__WHAT NEEDS TO BE DONE__: Where the data below contains pictures, omit them; output the rest word for word.

** DATA follows **

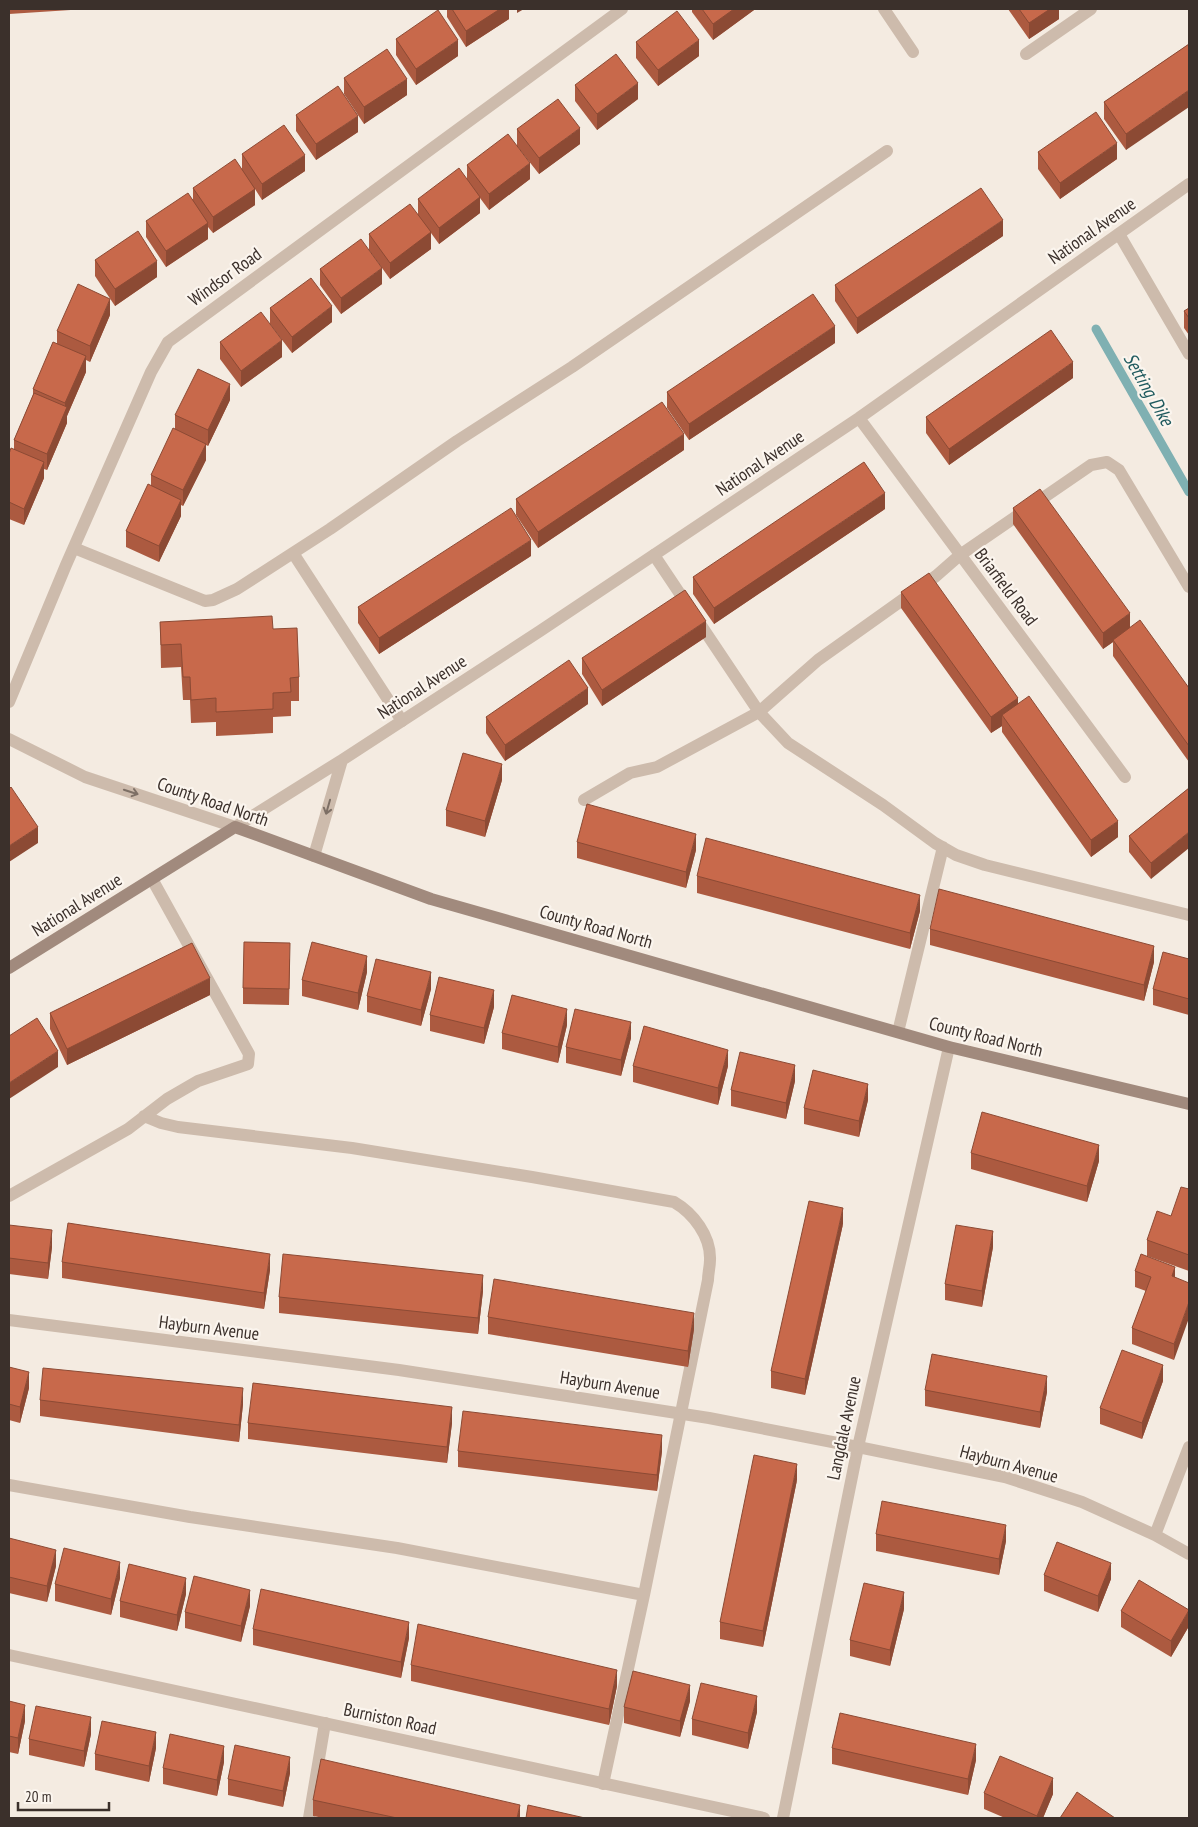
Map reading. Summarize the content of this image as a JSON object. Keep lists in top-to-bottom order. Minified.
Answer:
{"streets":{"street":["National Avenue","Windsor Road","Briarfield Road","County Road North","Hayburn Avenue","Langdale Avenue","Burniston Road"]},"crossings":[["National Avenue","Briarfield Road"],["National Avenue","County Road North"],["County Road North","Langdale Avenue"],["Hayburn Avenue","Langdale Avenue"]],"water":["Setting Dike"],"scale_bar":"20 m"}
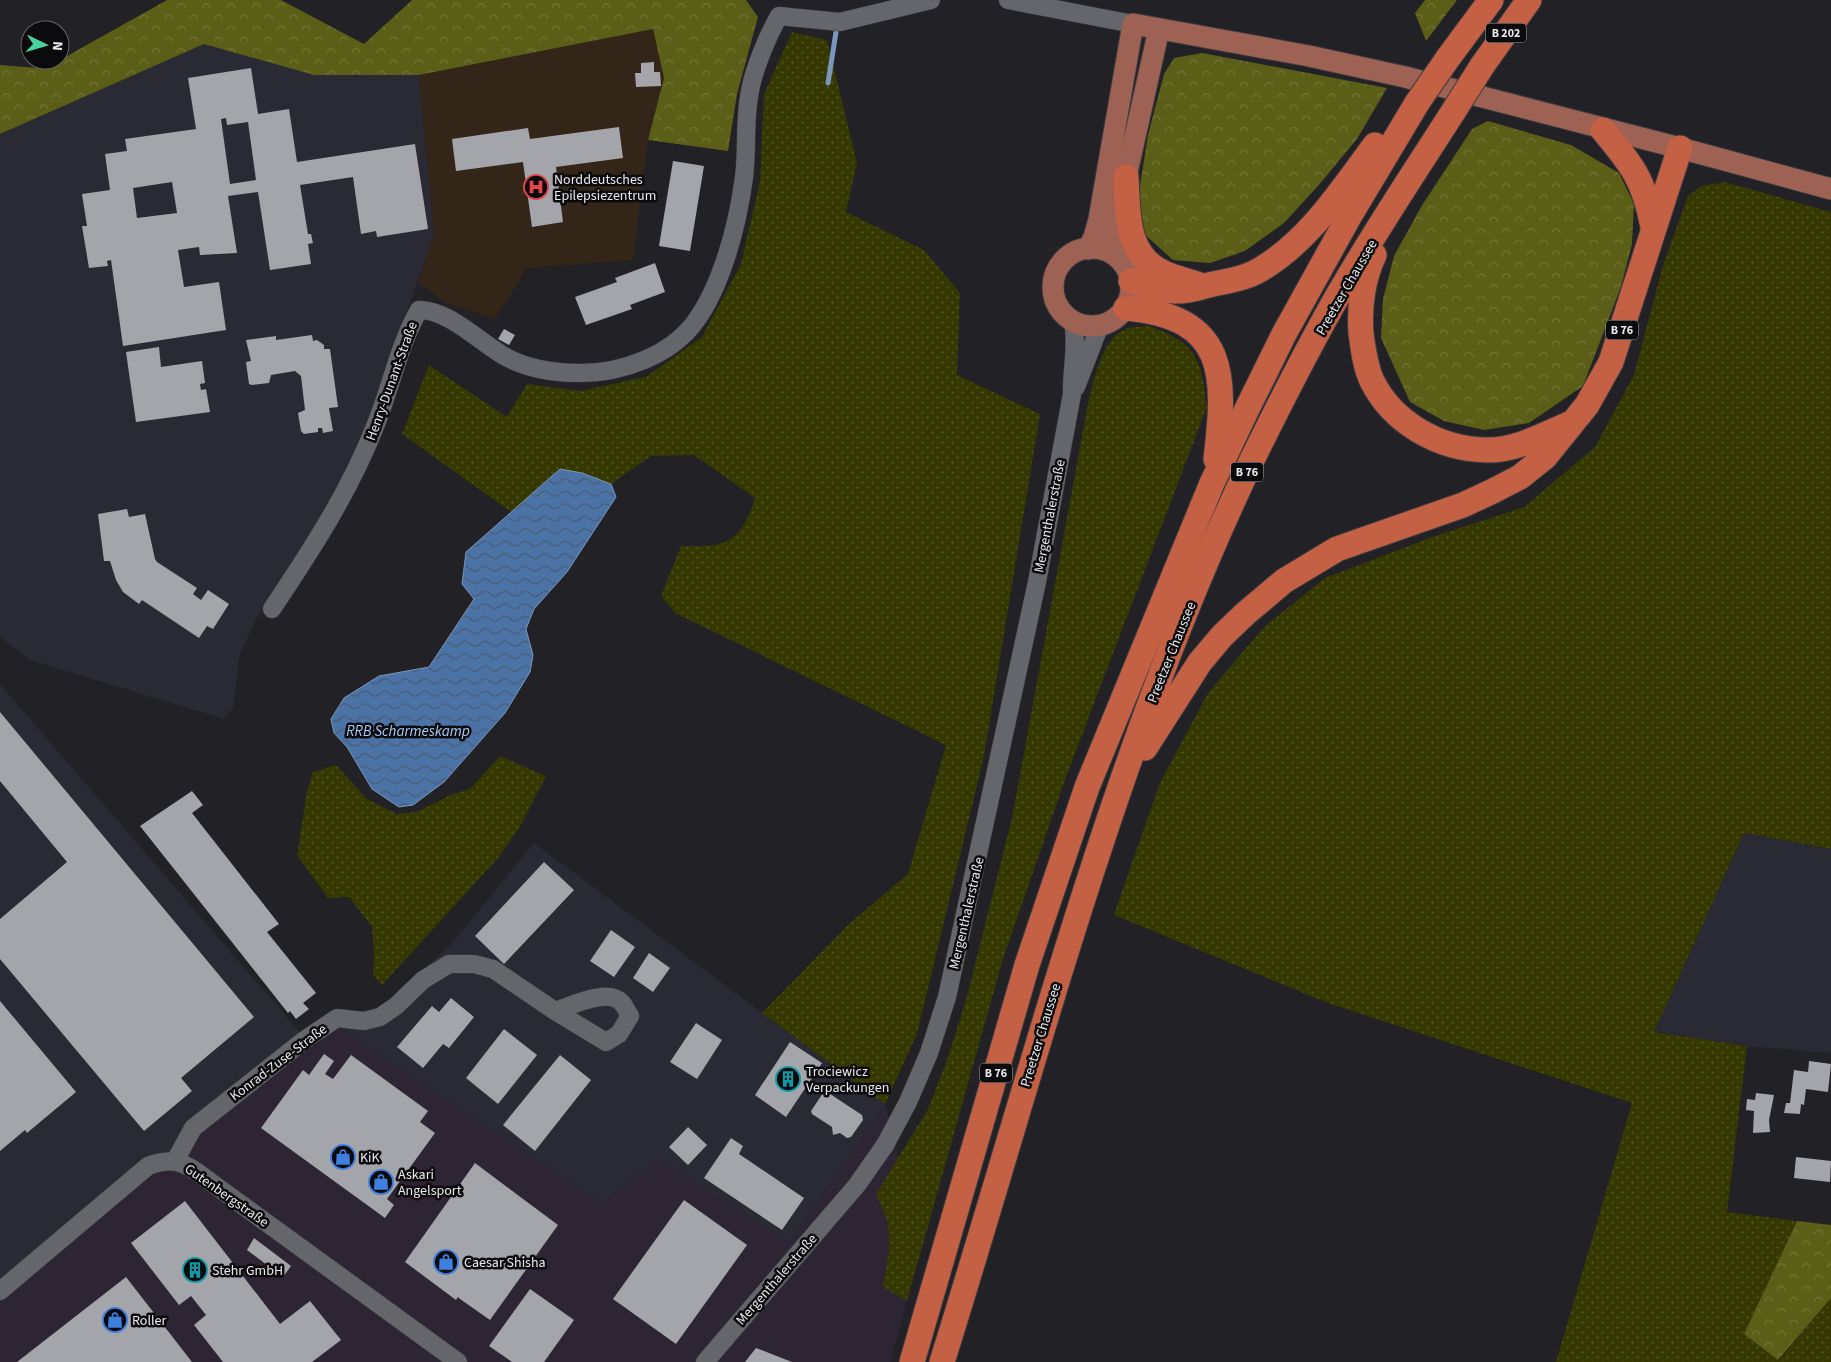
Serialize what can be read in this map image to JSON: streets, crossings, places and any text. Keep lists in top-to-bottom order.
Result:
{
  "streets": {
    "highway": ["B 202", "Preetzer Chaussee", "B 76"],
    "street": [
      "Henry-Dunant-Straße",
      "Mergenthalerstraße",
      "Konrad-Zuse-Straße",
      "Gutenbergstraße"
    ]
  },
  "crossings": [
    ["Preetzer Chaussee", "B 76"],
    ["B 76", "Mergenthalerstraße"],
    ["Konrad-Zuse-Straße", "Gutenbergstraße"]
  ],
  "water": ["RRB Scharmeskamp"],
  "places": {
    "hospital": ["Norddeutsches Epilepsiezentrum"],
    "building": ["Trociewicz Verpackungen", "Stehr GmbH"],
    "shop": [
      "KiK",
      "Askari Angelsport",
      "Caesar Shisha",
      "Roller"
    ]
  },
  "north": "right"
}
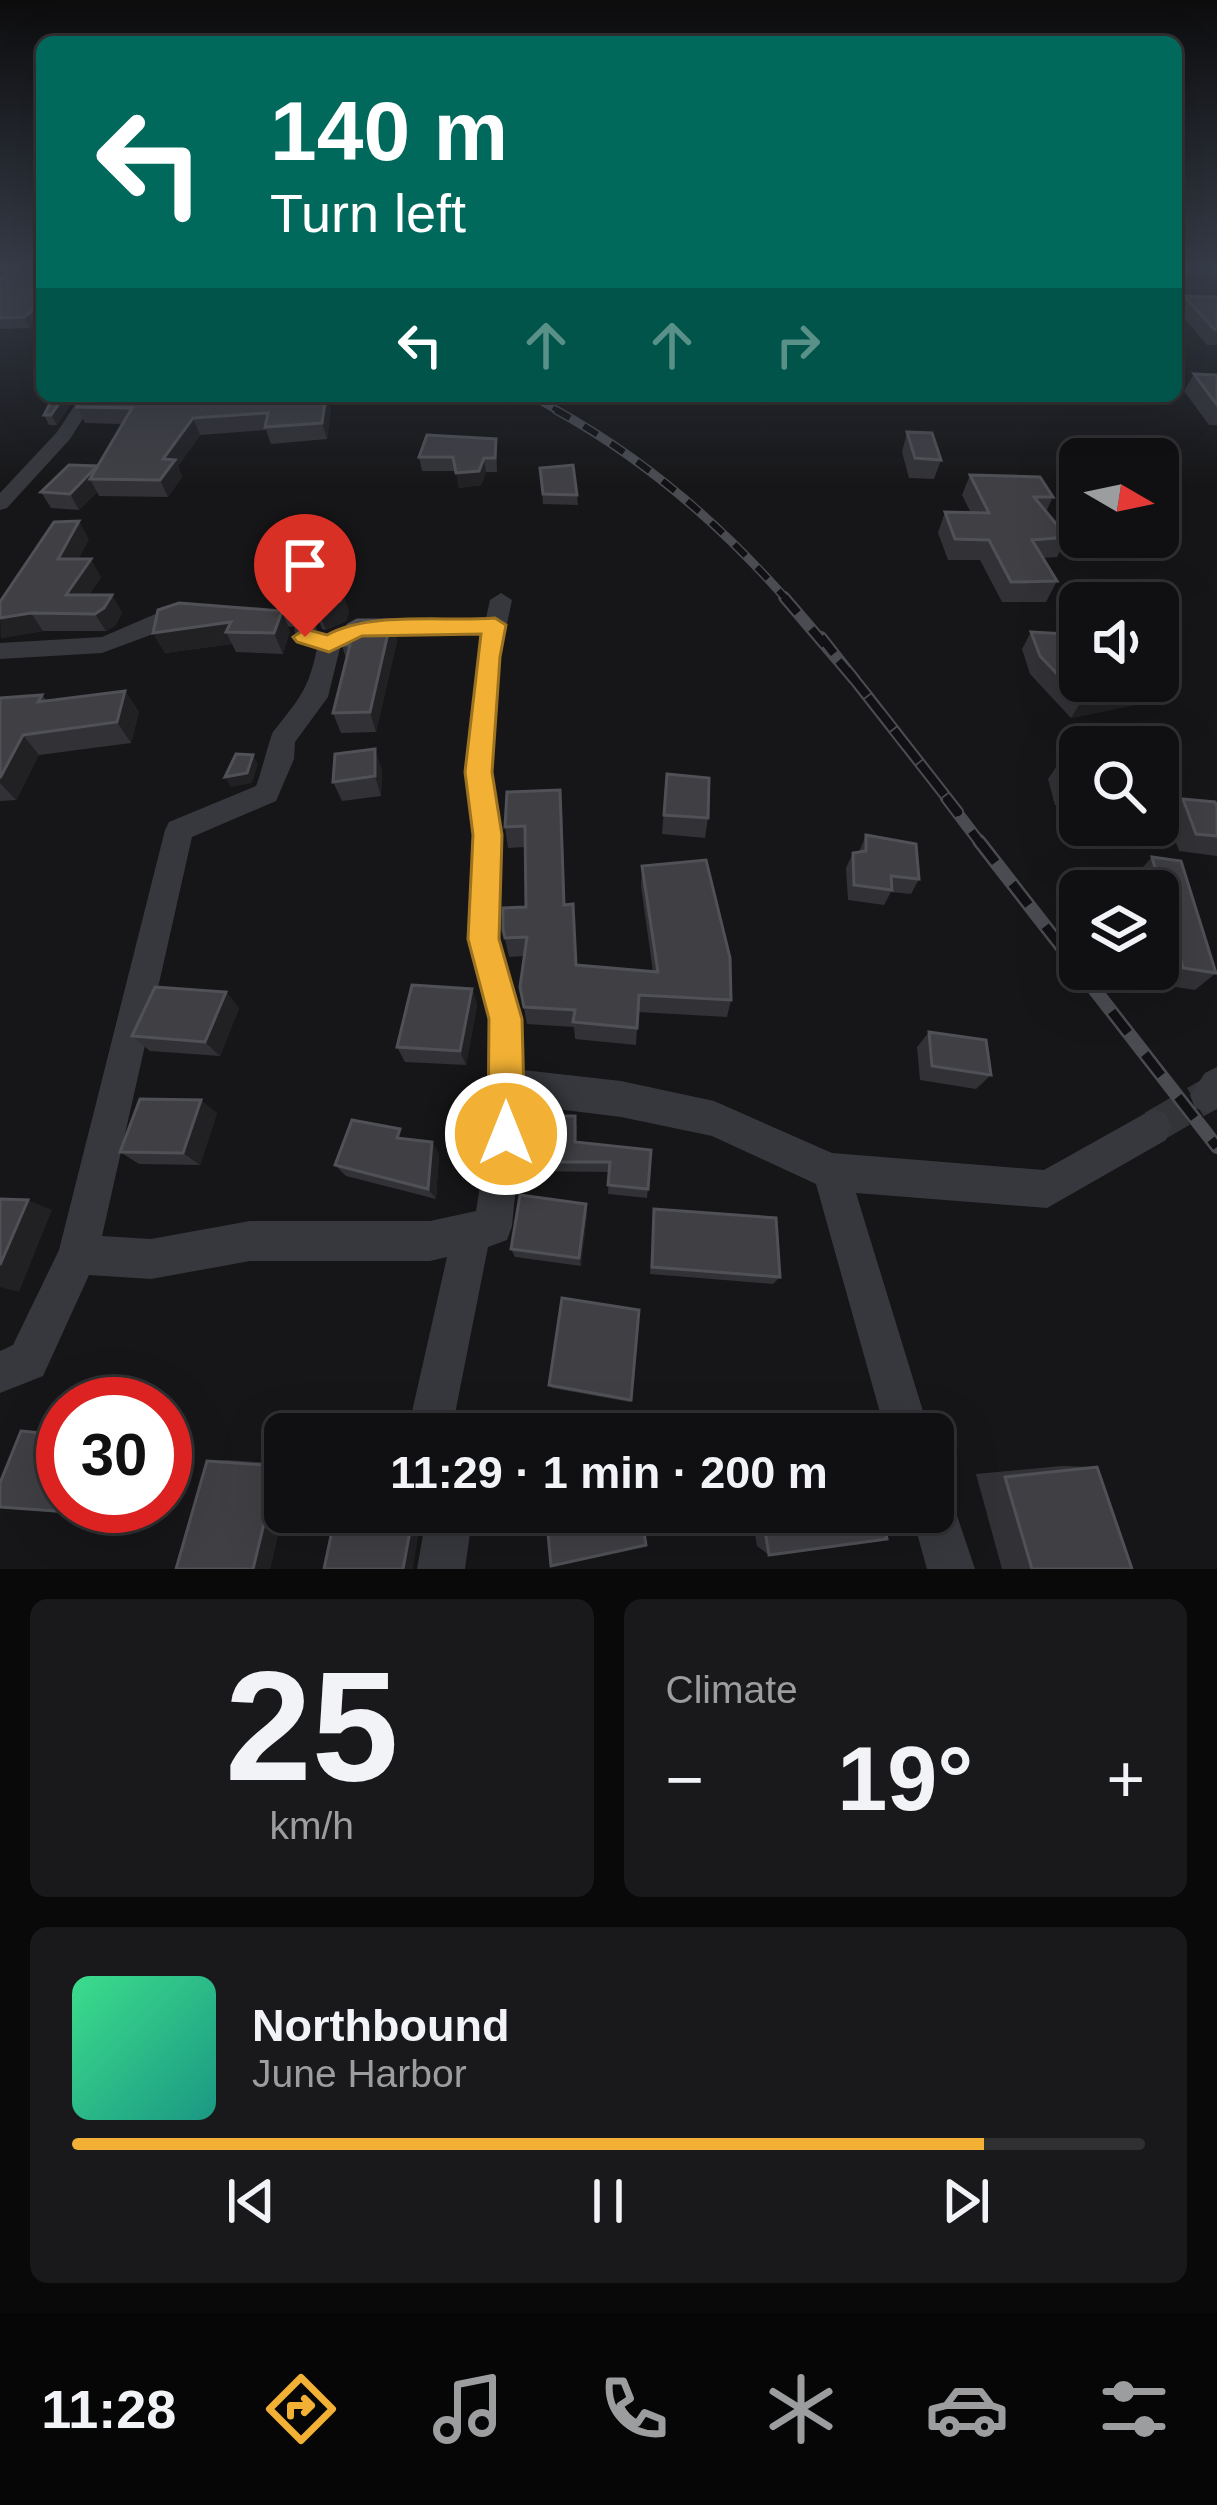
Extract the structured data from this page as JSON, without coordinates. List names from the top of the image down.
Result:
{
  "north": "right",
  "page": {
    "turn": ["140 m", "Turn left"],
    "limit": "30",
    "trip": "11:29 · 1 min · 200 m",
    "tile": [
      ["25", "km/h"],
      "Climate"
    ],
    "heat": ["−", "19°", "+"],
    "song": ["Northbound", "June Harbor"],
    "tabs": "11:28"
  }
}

** End of DATA **

__TASK RESPONSE__:
Map reading. Summarize the content of this image as a JSON object. Keep lists in top-to-bottom order. Minified.
Answer:
{"streets":{"street":["National Avenue","Windsor Road","Briarfield Road","County Road North","Hayburn Avenue","Langdale Avenue","Burniston Road"]},"crossings":[["National Avenue","Briarfield Road"],["National Avenue","County Road North"],["County Road North","Langdale Avenue"],["Hayburn Avenue","Langdale Avenue"]],"water":["Setting Dike"],"scale_bar":"20 m"}
Serialize what can be read in this map image to JSON: streets, crossings, places and any text. Keep lists in top-to-bottom order.
Result:
{
  "streets": {
    "highway": ["B 202", "Preetzer Chaussee", "B 76"],
    "street": [
      "Henry-Dunant-Straße",
      "Mergenthalerstraße",
      "Konrad-Zuse-Straße",
      "Gutenbergstraße"
    ]
  },
  "crossings": [
    ["Preetzer Chaussee", "B 76"],
    ["B 76", "Mergenthalerstraße"],
    ["Konrad-Zuse-Straße", "Gutenbergstraße"]
  ],
  "water": ["RRB Scharmeskamp"],
  "places": {
    "hospital": ["Norddeutsches Epilepsiezentrum"],
    "building": ["Trociewicz Verpackungen", "Stehr GmbH"],
    "shop": [
      "KiK",
      "Askari Angelsport",
      "Caesar Shisha",
      "Roller"
    ]
  },
  "north": "right"
}
Extract the structured data from this page as JSON, without coordinates. List names from the top of the image down.
Result:
{
  "north": "right",
  "page": {
    "turn": ["140 m", "Turn left"],
    "limit": "30",
    "trip": "11:29 · 1 min · 200 m",
    "tile": [
      ["25", "km/h"],
      "Climate"
    ],
    "heat": ["−", "19°", "+"],
    "song": ["Northbound", "June Harbor"],
    "tabs": "11:28"
  }
}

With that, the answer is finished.